If Worsham had been playing with a stacked deck, they could deal a new hand, and stack the deck with their own cards. It was the best they could hope for. And there wasn’t much time.
Now all that remained was to find the right frame up and pull it off, literally overnight.
In the end, they got their inspiration where most of 21st century people did: from television.
Jim was deep in conversation with someone on his cell. At least that’s what I was still calling it, even though he showed the thing to me when we got to my place. It sure wasn’t like any cell I’d ever seen. And I’d lived with an industry insider.
If I’d had my doubts before about these guys, now I was beginning to feel almost superfluous. The flat robotic voice he kept talking to seemed to have more dope on Worsham than I’d been able to dig up over the past couple of years. I’d pulled out my laptop and was shamelessly running down the snippets of information I overheard. It was all checking out. How could they know so much?
And yes, I was a little miffed that Admiral Jim wasn’t asking my opinion or input on any of this. After all, I was the one who was up to my eyeballs in this thing.
Uhura, curious, had spotted my TV, and, after she tried to work it like a touch screen, I intervened to explain our primitive remote controls. She didn’t need any further guidance, but seemed to intuit our best technology – digital video, the latest thing – without missing a beat. She scrolled through the channels, the usual mix of crime dramas and trash reality shows, then came across something that caused her to call the doctor over.

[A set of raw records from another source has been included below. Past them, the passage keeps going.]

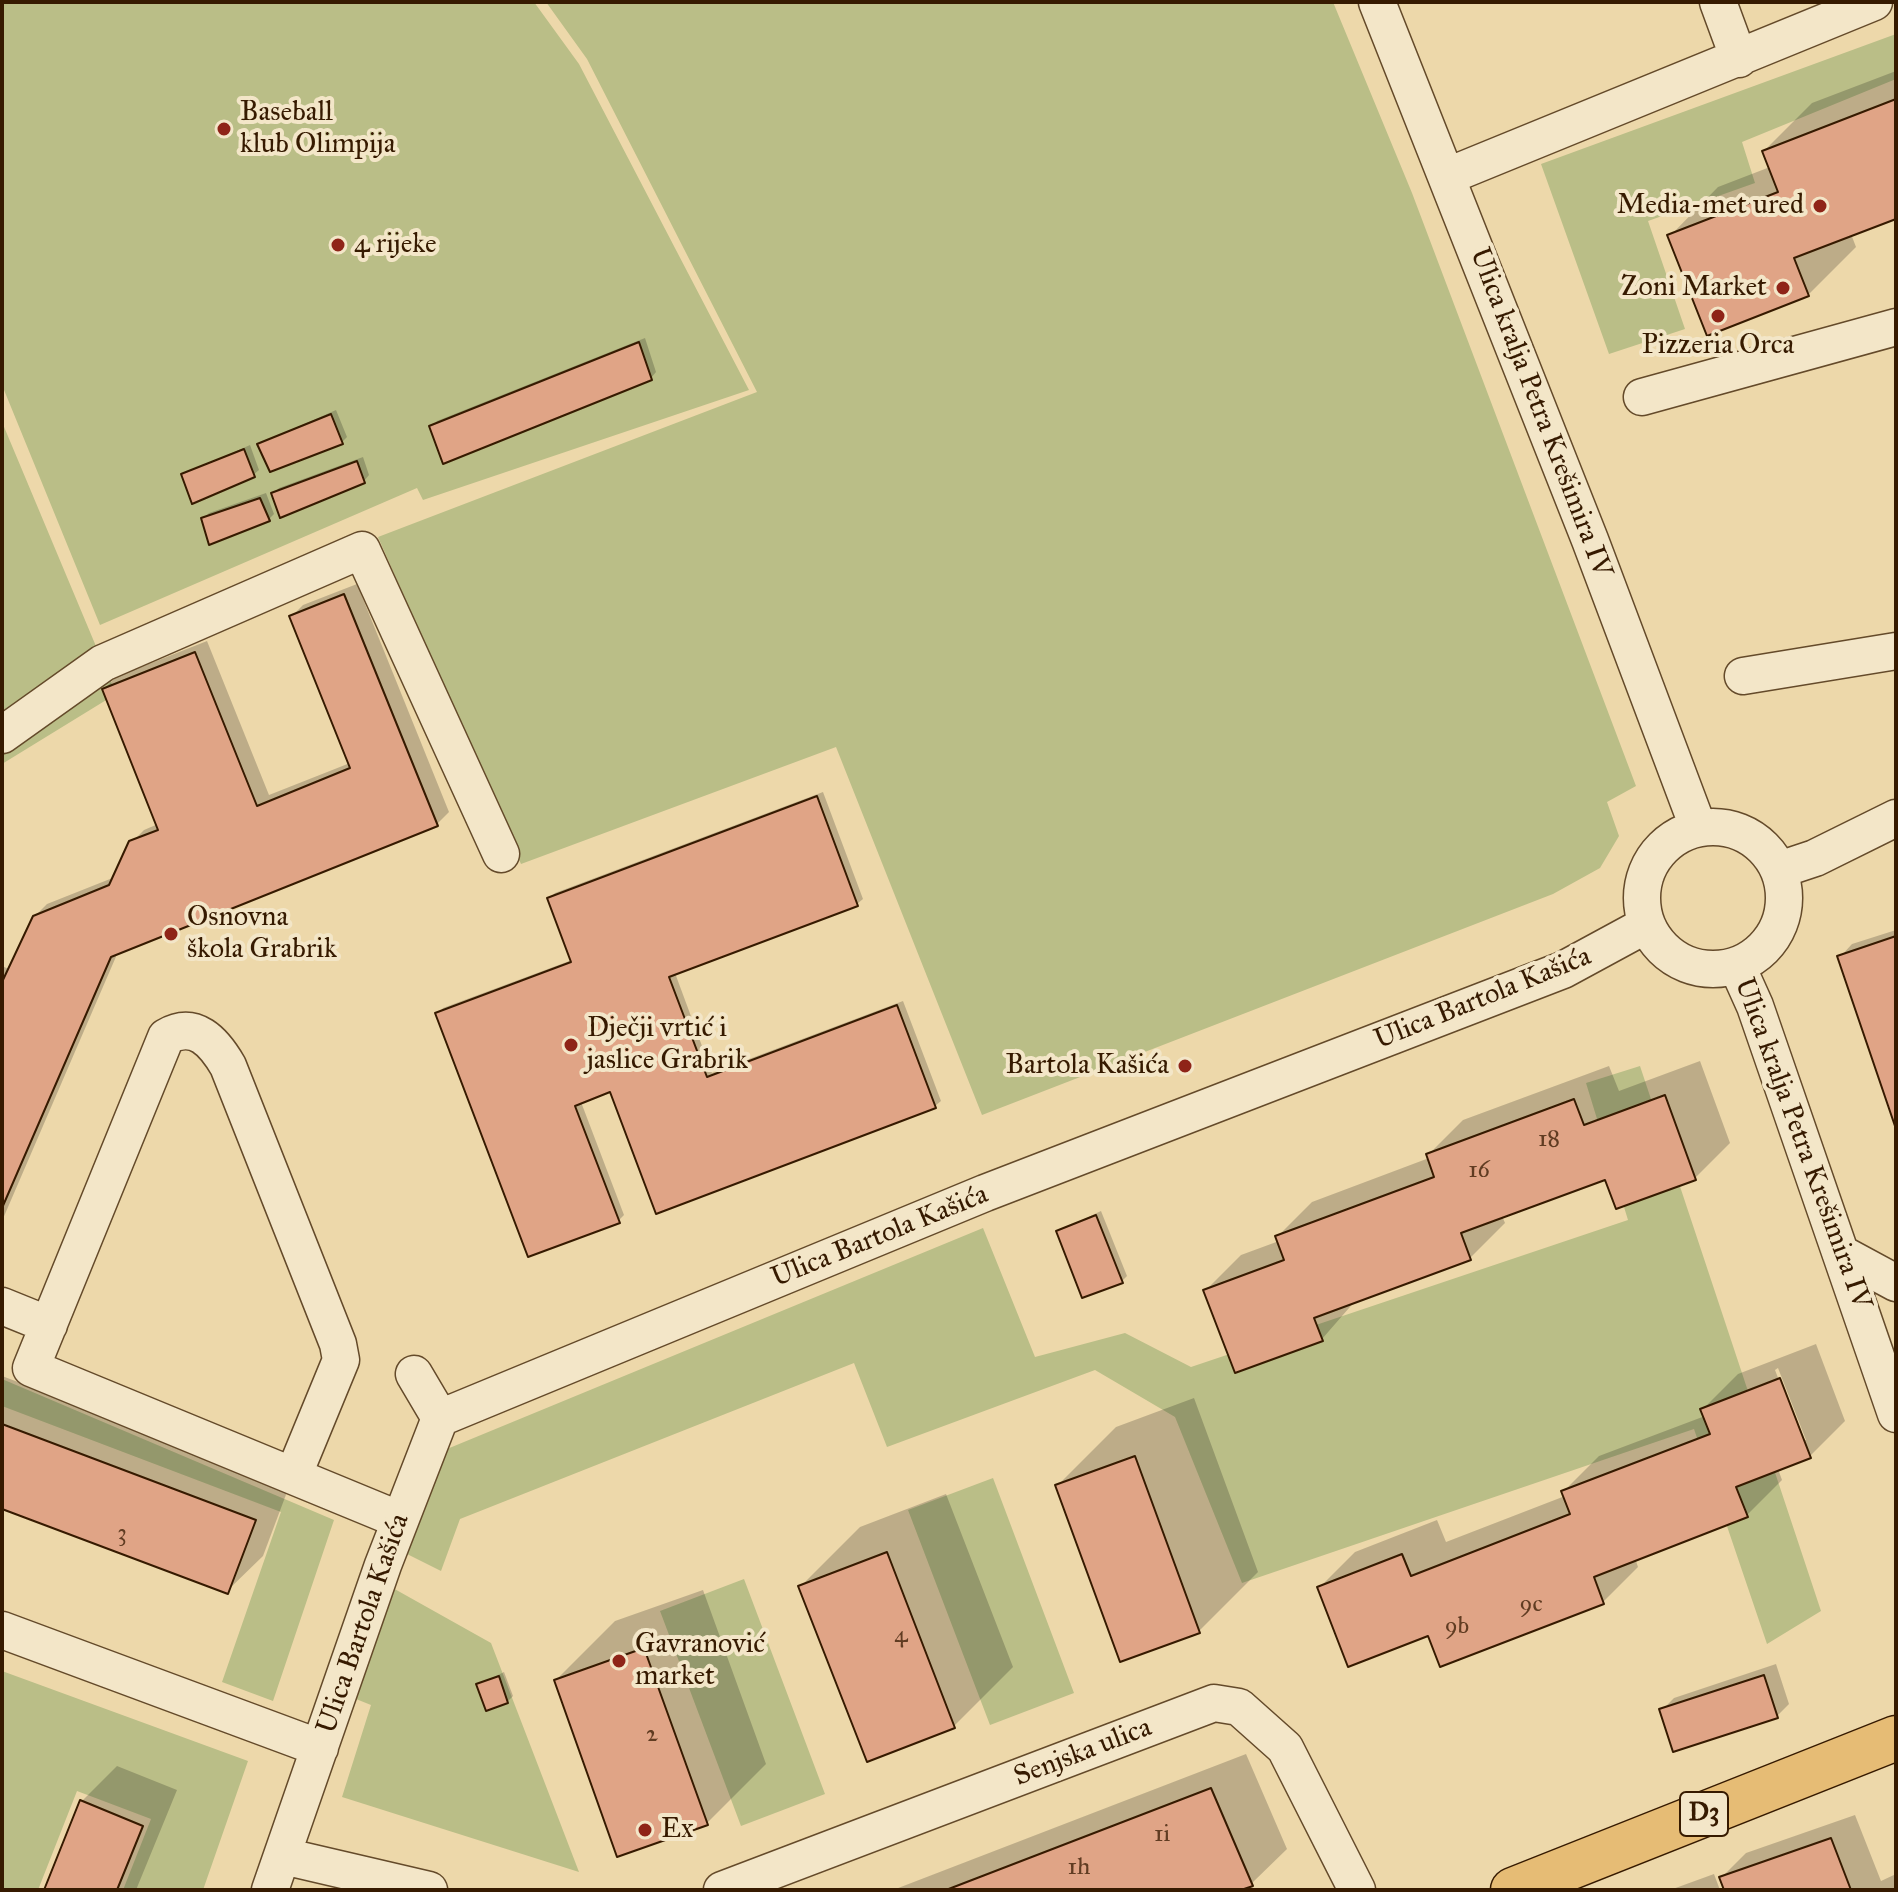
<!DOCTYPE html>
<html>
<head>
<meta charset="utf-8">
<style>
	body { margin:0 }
	#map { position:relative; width:1898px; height:1892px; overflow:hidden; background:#edd8aa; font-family:"IM FELL Great Primer",serif }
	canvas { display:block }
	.frame { position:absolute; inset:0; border:4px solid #361a00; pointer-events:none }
</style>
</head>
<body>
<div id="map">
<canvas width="1898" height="1892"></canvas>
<div class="frame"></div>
</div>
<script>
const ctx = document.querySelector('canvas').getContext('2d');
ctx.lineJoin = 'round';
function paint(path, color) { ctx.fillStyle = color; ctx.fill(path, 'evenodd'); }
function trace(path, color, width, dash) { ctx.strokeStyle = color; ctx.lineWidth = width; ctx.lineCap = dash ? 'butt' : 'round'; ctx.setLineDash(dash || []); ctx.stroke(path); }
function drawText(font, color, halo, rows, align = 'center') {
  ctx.font = font + ' "IM FELL Great Primer",serif'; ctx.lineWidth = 8; ctx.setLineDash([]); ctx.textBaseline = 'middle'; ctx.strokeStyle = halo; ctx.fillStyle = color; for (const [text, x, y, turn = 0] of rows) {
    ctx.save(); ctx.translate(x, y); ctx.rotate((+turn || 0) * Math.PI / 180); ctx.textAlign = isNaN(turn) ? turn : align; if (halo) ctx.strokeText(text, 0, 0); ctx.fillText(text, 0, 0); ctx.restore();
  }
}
paint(new Path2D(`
	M 2,2 L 534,2 L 579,64 L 749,390 L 423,500 L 417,488 L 100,625 L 2,385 Z
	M 546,2 L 1333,2 L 1412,193 L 1636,786 L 1607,802 L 1619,836 L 1600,868 L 1553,894 L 982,1115 L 836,747 L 521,864 L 378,537 L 757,392 L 587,59 Z
	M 1896,34 L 1896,79 L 1742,142 L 1755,183 L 1648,221 L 1685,329 L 1609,354 L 1541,164 Z
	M 2,422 L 116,694 L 2,764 Z
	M 1640,1066 L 1821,1611 L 1767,1644 L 1694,1429 L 1242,1583 L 1175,1417 L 1095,1370 L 887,1447 L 854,1363 L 460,1519 L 441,1571 L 405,1553 L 447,1449 L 983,1228 L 1035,1357 L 1125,1333 L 1191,1367 L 1628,1220 L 1586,1083 Z
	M 2,1379 L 334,1520 L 273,1701 L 222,1682 L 281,1512 L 2,1406 Z
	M 993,1478 L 1074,1693 L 990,1725 L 908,1510 Z
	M 744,1579 L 825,1794 L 741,1826 L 660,1611 Z
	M 391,1587 L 491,1643 L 579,1872 L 342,1797 L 371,1705 L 356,1699 Z
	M 2,1671 L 248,1761 L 203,1890 L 123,1890 L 151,1819 L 77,1791 L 38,1890 L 2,1890 Z`), '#babe87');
paint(new Path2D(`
	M 1896,71 L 1896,217 L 1851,234 L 1856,247 L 1808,295 L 1670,236 L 1718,187 L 1770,167 L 1764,151 L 1812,103 Z
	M 645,338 L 656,372 L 651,378 L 432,427 L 437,421 Z
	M 336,410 L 347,437 L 342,442 L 259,444 Z
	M 250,445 L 259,470 L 253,475 L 183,475 Z
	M 363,457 L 369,475 L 364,481 L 273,494 L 279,488 Z
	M 266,493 L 274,514 L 269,519 L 203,519 L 209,513 Z
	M 357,584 L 449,812 L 437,824 L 118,952 L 2,1221 L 2,966 L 11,970 L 34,917 L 47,904 L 115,877 L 131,843 L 144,830 L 158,824 L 104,689 L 116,677 L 207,641 L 269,795 L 350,763 L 291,617 L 303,605 Z
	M 823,792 L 863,899 L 857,904 L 675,973 L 712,1073 L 903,1001 L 941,1101 L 935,1106 L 611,1090 L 581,1102 L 624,1215 L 618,1221 L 438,1014 L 443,1008 L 572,960 L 549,898 L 555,893 Z
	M 1896,930 L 1896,1123 L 1840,957 L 1852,944 Z
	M 1700,1061 L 1730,1143 L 1695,1178 L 1606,1177 L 1502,1216 L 1505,1223 L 1470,1258 L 1356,1300 L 1322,1339 L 1206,1290 L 1241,1255 L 1279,1241 L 1277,1237 L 1312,1202 L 1429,1158 L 1428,1155 L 1463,1120 L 1609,1066 L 1619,1091 Z
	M 1101,1211 L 1127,1276 L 1121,1282 L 1059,1231 Z
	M 1816,1344 L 1845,1421 L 1810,1456 L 1778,1469 L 1782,1480 L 1747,1515 L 1635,1558 L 1638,1567 L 1603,1602 L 1429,1633 L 1319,1588 L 1355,1552 L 1437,1520 L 1446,1542 L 1565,1496 L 1563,1492 L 1599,1456 L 1705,1416 L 1702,1410 L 1738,1374 ZM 1778,1368 L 1806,1440 L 1802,1440 L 1775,1370 Z
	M 2,1376 L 290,1484 L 263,1556 L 227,1591 L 2,1507 Z
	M 1194,1398 L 1258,1572 L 1199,1631 L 1057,1486 L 1116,1427 Z
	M 946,1494 L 1013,1667 L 954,1726 L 801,1586 L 860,1527 Z
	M 703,1590 L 766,1764 L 707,1823 L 556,1680 L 615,1621 Z
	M 1776,1664 L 1789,1704 L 1777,1716 L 1662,1710 L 1674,1698 Z
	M 504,1672 L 513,1696 L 507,1702 L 478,1685 Z
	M 1246,1754 L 1287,1849 L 1251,1884 L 1235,1890 L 893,1890 Z
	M 117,1766 L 177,1790 L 136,1890 L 46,1890 L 82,1801 Z
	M 1855,1815 L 1881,1881 L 1896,1874 L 1896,1890 L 1726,1890 L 1722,1877 L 1746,1853 Z
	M 1714,1874 L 1720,1890 L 1670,1890 Z`), '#0003');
const building = new Path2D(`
	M 1896,99 L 1896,219 L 1794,258 L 1809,296 L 1707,336 L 1667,235 L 1778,192 L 1762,151 Z
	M 639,342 L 652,380 L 443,464 L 429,426 Z
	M 331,414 L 343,444 L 270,472 L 257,444 Z
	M 244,449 L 255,477 L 192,504 L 181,474 Z
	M 357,461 L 365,483 L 280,518 L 271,493 Z
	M 260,498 L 270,521 L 209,545 L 201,518 Z
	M 344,594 L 438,826 L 111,957 L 2,1208 L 2,982 L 33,916 L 109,885 L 129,841 L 158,830 L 102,689 L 195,652 L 257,806 L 350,768 L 289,616 Z
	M 817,796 L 858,906 L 669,977 L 707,1077 L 897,1005 L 936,1108 L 656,1214 L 610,1092 L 575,1106 L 620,1223 L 528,1257 L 435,1013 L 571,962 L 547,898 Z
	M 1896,936 L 1896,1129 L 1837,956 Z
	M 1665,1095 L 1696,1180 L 1616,1209 L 1605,1180 L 1461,1233 L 1471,1260 L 1314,1318 L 1323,1341 L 1235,1373 L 1203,1290 L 1284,1260 L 1275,1236 L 1434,1177 L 1426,1154 L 1574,1099 L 1584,1125 Z
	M 1096,1215 L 1123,1283 L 1082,1298 L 1056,1231 Z
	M 1780,1378 L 1811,1458 L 1736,1487 L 1748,1517 L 1594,1577 L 1604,1604 L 1440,1667 L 1428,1636 L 1348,1667 L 1317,1587 L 1402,1554 L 1411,1576 L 1570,1514 L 1561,1491 L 1710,1434 L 1700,1409 Z
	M 2,1424 L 256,1520 L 228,1594 L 2,1509 Z
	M 1135,1456 L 1200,1633 L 1120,1662 L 1055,1485 Z
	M 887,1552 L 955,1728 L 867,1762 L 798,1586 Z
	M 644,1648 L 708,1825 L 617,1857 L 554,1680 Z
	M 1764,1675 L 1778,1718 L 1673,1752 L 1659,1709 Z
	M 499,1676 L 508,1703 L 486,1711 L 476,1684 Z
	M 1211,1788 L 1253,1886 L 1241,1890 L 946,1890 Z
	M 80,1800 L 143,1826 L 117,1890 L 44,1890 Z
	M 1831,1838 L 1851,1890 L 1724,1890 L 1719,1877 Z`);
paint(building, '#e0a486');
trace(building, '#361a00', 2);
const minor = new Path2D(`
	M 1377,2 L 1590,540 L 1698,827
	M 1718,2 L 1739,59
	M 1448,176 L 1874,2
	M 1642,397 L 1896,327
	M 1743,676 L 1896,651
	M 2,735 L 103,663 L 362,550 L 501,854
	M1642 898a71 71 0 1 1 142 0a71 71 0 1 1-142 0Z
	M 1779,870 L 1815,858 L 1896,818
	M 1737,966 L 1755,1006 L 1896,1414
	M 1844,1255 L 1896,1283
	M 2,1306 L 49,1325
	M 414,1374 L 440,1418
	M 294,1474 L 341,1360 L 338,1344 L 228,1066 C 214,1042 195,1020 166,1037 L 31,1368 L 400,1520
	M 2,1630 L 320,1748
	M 283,1856 L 429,1890
	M 270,1890 L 383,1565 L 440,1418 L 985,1193 L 1563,970 L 1646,925
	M 722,1890 L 1214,1703 L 1239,1707 L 1285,1748 L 1357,1890`);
const major = new Path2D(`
	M 1513,1890 L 1896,1738`);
trace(minor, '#644a2a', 39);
trace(major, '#361a00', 47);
trace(minor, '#f3e6c8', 36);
trace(major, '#e6bc75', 44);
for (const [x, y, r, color] of [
	[224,129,8,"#8f2418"],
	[1820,206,8,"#8f2418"],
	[338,245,8,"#8f2418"],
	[1783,288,8,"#8f2418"],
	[1718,316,8,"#8f2418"],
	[171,934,8,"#8f2418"],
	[571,1045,8,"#8f2418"],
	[1185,1066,8,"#8f2418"],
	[619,1661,8,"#8f2418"],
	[645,1830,8,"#8f2418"]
]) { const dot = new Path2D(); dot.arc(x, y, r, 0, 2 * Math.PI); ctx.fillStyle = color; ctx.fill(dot); trace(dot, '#f3e6c8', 3); }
drawText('24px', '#603c22', null, [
	["18",1549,1140],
	["16",1479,1171],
	["3",122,1534],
	["9c",1531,1605],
	["9b",1457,1627],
	["4",901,1636],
	["2",652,1735],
	["1i",1162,1835],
	["1h",1079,1868]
]);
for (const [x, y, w] of [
	[1704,1814,48]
]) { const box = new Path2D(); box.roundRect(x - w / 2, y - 22, w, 44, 6); ctx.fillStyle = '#f3e6c8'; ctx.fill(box); trace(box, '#361a00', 2); }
drawText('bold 26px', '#361a00', null, [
	["D3",1704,1814]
]);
drawText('28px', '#361a00', '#f3e6c8', [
	["Baseball",240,113],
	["klub Olimpija",240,145],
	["Media-met ured",1804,206,"right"],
	["4 rijeke",354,245],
	["Zoni Market",1767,288,"right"],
	["Pizzeria Orca",1718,346,"center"],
	["Osnovna",187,918],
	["škola Grabrik",187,950],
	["Dječji vrtić i",587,1029],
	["jaslice Grabrik",587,1061],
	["Bartola Kašića",1169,1066,"right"],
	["Gavranović",635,1645],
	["market",635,1677],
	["Ex",661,1830]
], 'left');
drawText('28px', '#361a00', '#f3e6c8', [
	["Ulica kralja Petra Krešimira IV",1540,413,69],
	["Ulica Bartola Kašića",1483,999,-22],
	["Ulica kralja Petra Krešimira IV",1802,1144,70],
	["Ulica Bartola Kašića",880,1237,-22],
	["Ulica Bartola Kašića",364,1624,-71],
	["Senjska ulica",1083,1753,-21]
]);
</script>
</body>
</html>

He stood staring in fascination at some show, reacting here and there with a derisive laugh. Finally he turned and motioned to his buddy.
“There’s your answer, Jim,” he said. “CSI. Crime Scene Investigation. You said we need to frame him. The forensics here are so primitive it’s laughable. I can set something up easily. We just stage a little murder scene.”
Murder. Jim mulled over the word. We all did.
Dr. McCoy added, more forcefully now, “Don’t forget, Jim, I’ve seen what he did on Cigna 8. I was with the first rescue team that went in. I want to take this bastard down. And we’re going to need Spock.”
Jim talked into his cell-thing again, and told the robot voice – this “spock” – to join us. Dr. McCoy sidled over to me and said I might want to brace myself. I thought he was talking about the light-beam thing.
That turned out to be the least surprising sight awaiting me.
A few moments later, not six feet in front of me, in my very own living room, that column of dancing light appeared, accompanied by a slight hum, then somehow solidified into the figure of a man.
He was tall and lean. He wore a uniform of some kind, pretty snappy-looking, actually. His dark hair was cut straight across the forehead, very weird. Long, grave face. Odd eyebrows, just two slashes up and out from center. And…it took me a second to finish my inventory. Something wasn’t normal – not just the weird hair and eyebrows, but his… ears. They were large and … they came to a pronounced point on top.
Connect those dots, Hani.
There was a guy in my living room who didn’t look quite… human.
I took a step back, and stumbled against the coffee table.
Then, realizing what I’d done, I hoped he hadn’t noticed, hadn’t taken offense. I didn’t want to insult anyone. Political correctness, all that.
And I sure didn’t want to make this guy mad. He was a little scary.
The newcomer acknowledged Jim. “Captain”, he nodded. He nodded at the others, too, and turned to introduce himself to me. “I am Commander Spock, First Officer of the Enterprise. And you are Hanalie Surat?”
Unnerved, I blurted out the first thing my scattered mind came up with.
“Actually,” I said, “I think I’m the murder victim.”